Information:

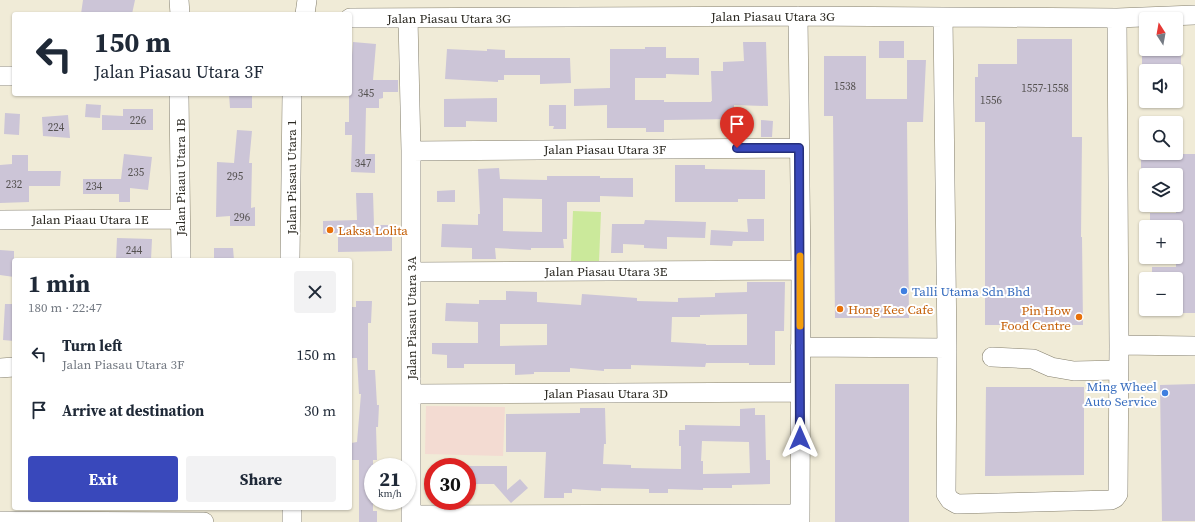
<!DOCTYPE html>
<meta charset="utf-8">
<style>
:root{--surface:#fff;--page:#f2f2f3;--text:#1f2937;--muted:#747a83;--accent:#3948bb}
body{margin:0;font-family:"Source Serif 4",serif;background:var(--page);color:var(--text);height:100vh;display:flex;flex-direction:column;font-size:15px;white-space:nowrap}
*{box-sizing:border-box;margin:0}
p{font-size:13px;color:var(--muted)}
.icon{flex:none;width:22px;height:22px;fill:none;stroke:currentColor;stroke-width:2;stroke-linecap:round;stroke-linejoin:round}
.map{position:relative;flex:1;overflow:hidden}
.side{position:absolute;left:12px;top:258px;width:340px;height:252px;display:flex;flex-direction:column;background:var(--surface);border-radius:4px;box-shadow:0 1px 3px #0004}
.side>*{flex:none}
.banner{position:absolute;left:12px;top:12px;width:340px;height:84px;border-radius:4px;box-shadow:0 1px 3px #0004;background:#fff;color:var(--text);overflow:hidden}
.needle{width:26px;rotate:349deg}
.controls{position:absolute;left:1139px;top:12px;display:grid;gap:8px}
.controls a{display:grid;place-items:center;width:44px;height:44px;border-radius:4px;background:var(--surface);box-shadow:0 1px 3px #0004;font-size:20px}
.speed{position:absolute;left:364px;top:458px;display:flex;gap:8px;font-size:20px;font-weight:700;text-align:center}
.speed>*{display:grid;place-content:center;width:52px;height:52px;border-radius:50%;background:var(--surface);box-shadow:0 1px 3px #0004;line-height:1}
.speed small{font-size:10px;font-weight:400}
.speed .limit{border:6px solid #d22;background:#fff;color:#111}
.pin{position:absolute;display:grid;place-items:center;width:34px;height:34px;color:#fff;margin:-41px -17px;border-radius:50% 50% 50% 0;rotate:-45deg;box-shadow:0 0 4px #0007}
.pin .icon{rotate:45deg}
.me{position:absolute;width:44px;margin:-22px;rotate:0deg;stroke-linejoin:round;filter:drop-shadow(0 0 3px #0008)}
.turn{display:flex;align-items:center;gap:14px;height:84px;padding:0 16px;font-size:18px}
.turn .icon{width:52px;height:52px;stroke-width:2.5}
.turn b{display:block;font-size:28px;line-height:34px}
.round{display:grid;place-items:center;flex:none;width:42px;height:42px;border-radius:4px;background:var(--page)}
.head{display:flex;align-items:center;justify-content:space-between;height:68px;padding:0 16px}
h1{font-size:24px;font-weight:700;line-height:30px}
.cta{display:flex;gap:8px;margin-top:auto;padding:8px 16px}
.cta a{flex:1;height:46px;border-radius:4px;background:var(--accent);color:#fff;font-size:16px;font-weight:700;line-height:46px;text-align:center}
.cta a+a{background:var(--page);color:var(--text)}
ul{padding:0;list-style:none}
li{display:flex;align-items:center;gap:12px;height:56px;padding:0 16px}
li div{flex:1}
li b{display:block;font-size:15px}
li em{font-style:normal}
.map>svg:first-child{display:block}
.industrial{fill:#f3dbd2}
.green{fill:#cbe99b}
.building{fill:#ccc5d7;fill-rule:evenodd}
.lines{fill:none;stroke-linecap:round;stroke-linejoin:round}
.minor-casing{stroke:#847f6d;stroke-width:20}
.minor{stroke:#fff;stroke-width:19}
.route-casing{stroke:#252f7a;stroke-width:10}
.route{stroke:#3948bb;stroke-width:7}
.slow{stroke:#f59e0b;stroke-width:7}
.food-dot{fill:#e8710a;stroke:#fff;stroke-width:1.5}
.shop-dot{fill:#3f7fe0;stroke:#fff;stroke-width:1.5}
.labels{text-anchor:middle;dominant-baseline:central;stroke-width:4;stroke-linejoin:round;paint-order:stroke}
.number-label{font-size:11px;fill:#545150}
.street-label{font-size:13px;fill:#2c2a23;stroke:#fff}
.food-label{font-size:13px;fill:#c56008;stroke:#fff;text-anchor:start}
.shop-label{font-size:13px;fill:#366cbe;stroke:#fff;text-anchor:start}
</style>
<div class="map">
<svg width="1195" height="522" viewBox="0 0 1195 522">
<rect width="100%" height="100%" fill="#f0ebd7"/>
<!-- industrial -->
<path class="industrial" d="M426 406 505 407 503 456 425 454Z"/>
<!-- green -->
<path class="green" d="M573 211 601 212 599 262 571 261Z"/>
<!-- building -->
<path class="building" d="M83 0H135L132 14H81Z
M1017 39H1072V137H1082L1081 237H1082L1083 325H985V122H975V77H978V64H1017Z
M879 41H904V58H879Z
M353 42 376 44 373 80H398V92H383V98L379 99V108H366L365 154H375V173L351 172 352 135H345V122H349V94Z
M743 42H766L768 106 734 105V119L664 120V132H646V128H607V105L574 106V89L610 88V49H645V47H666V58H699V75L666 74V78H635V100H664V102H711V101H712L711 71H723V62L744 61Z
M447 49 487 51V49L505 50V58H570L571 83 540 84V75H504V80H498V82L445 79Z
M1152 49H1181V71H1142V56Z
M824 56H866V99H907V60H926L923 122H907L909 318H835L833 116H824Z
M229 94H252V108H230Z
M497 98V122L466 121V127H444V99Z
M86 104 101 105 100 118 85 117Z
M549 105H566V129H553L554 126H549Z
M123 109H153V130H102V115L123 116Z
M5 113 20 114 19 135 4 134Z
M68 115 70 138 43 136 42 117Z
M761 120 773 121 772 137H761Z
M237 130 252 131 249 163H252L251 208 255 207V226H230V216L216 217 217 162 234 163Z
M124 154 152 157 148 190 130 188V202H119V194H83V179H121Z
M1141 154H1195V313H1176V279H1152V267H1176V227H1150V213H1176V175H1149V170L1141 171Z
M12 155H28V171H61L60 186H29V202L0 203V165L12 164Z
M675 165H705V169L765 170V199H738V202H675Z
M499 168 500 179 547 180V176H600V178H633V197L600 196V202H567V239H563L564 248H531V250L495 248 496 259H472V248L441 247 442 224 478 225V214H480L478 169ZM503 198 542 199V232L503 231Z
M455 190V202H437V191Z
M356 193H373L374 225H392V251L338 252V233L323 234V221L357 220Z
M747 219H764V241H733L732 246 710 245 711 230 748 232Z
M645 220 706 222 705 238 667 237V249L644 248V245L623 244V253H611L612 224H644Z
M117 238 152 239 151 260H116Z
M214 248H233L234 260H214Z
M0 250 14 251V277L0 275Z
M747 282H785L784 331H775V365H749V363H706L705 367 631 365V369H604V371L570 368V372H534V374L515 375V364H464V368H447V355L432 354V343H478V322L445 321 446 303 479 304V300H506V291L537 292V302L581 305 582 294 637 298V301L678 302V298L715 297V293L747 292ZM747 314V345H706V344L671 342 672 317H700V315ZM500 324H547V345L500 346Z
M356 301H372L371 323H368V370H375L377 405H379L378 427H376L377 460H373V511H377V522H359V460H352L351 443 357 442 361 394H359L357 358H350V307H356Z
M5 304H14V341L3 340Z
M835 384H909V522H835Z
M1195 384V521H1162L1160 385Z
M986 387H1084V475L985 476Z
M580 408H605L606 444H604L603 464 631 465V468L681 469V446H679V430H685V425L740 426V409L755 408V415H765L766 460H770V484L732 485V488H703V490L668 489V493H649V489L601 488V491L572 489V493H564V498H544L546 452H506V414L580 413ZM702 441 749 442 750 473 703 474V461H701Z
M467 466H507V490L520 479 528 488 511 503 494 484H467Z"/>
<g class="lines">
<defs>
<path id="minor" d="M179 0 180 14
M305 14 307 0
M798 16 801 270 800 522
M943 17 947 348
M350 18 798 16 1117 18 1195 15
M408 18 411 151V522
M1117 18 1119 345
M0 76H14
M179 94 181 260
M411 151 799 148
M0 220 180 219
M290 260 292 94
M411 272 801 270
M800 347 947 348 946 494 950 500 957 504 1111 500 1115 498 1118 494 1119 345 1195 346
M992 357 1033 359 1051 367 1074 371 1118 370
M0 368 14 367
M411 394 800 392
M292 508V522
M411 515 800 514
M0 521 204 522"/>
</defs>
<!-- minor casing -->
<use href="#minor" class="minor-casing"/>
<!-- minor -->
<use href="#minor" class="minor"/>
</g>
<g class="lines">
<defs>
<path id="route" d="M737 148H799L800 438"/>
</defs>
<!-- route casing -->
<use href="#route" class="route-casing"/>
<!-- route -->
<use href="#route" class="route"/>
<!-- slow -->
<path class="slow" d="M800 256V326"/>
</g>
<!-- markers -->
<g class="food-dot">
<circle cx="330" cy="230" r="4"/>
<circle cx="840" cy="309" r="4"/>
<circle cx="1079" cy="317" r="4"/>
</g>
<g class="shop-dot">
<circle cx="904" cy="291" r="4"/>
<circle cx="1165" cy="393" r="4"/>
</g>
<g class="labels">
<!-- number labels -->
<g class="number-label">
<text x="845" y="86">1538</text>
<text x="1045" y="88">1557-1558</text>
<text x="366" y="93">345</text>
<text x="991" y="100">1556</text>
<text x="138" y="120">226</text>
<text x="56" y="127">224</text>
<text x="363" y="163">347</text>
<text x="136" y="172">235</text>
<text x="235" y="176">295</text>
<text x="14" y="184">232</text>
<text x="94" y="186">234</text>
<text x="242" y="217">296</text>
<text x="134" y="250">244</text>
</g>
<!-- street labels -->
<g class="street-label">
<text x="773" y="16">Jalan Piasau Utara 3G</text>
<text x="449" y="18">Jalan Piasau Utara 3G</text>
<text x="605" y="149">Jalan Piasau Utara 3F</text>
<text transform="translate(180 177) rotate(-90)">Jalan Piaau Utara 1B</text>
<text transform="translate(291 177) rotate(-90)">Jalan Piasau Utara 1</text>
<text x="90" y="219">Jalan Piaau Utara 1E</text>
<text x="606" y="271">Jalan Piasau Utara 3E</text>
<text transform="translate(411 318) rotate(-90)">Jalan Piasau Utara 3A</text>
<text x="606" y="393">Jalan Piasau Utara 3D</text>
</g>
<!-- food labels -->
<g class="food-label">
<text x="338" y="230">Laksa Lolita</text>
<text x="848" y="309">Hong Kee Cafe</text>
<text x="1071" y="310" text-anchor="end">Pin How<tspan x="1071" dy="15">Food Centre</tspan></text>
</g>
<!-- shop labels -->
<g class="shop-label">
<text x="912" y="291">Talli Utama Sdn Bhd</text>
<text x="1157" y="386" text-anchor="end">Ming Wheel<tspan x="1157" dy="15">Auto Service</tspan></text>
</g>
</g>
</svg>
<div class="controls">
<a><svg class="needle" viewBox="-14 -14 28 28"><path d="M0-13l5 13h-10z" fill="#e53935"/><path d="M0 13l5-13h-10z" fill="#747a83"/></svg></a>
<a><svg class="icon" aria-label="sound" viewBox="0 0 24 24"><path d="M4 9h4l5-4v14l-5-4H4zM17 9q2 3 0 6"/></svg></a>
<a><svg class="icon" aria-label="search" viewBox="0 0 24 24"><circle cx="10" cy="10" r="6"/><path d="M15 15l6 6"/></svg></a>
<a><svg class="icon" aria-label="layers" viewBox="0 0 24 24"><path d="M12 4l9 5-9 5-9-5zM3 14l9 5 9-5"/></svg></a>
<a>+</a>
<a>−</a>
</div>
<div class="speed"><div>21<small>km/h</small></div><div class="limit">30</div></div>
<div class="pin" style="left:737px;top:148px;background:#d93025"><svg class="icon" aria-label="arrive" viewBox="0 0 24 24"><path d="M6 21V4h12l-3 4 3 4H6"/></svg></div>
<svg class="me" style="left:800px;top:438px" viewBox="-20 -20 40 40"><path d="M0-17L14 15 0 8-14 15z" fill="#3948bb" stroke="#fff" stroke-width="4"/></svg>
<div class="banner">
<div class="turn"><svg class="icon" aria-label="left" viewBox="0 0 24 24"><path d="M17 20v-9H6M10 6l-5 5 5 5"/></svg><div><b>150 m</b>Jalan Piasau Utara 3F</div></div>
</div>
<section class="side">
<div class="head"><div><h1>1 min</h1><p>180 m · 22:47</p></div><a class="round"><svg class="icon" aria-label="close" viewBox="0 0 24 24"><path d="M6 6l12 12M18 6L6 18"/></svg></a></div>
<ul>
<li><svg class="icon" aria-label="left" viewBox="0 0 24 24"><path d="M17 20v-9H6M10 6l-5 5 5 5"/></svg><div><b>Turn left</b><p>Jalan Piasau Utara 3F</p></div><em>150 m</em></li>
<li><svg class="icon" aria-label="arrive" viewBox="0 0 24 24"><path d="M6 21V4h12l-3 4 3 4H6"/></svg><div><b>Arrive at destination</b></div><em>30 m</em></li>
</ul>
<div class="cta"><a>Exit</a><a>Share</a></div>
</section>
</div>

What you have to do:
Where a line above contains the word "speed", show that line.

Result:
.speed{position:absolute;left:364px;top:458px;display:flex;gap:8px;font-size:20px;font-weight:700;text-align:center}
.speed>*{display:grid;place-content:center;width:52px;height:52px;border-radius:50%;background:var(--surface);box-shadow:0 1px 3px #0004;line-height:1}
.speed small{font-size:10px;font-weight:400}
.speed .limit{border:6px solid #d22;background:#fff;color:#111}
<div class="speed"><div>21<small>km/h</small></div><div class="limit">30</div></div>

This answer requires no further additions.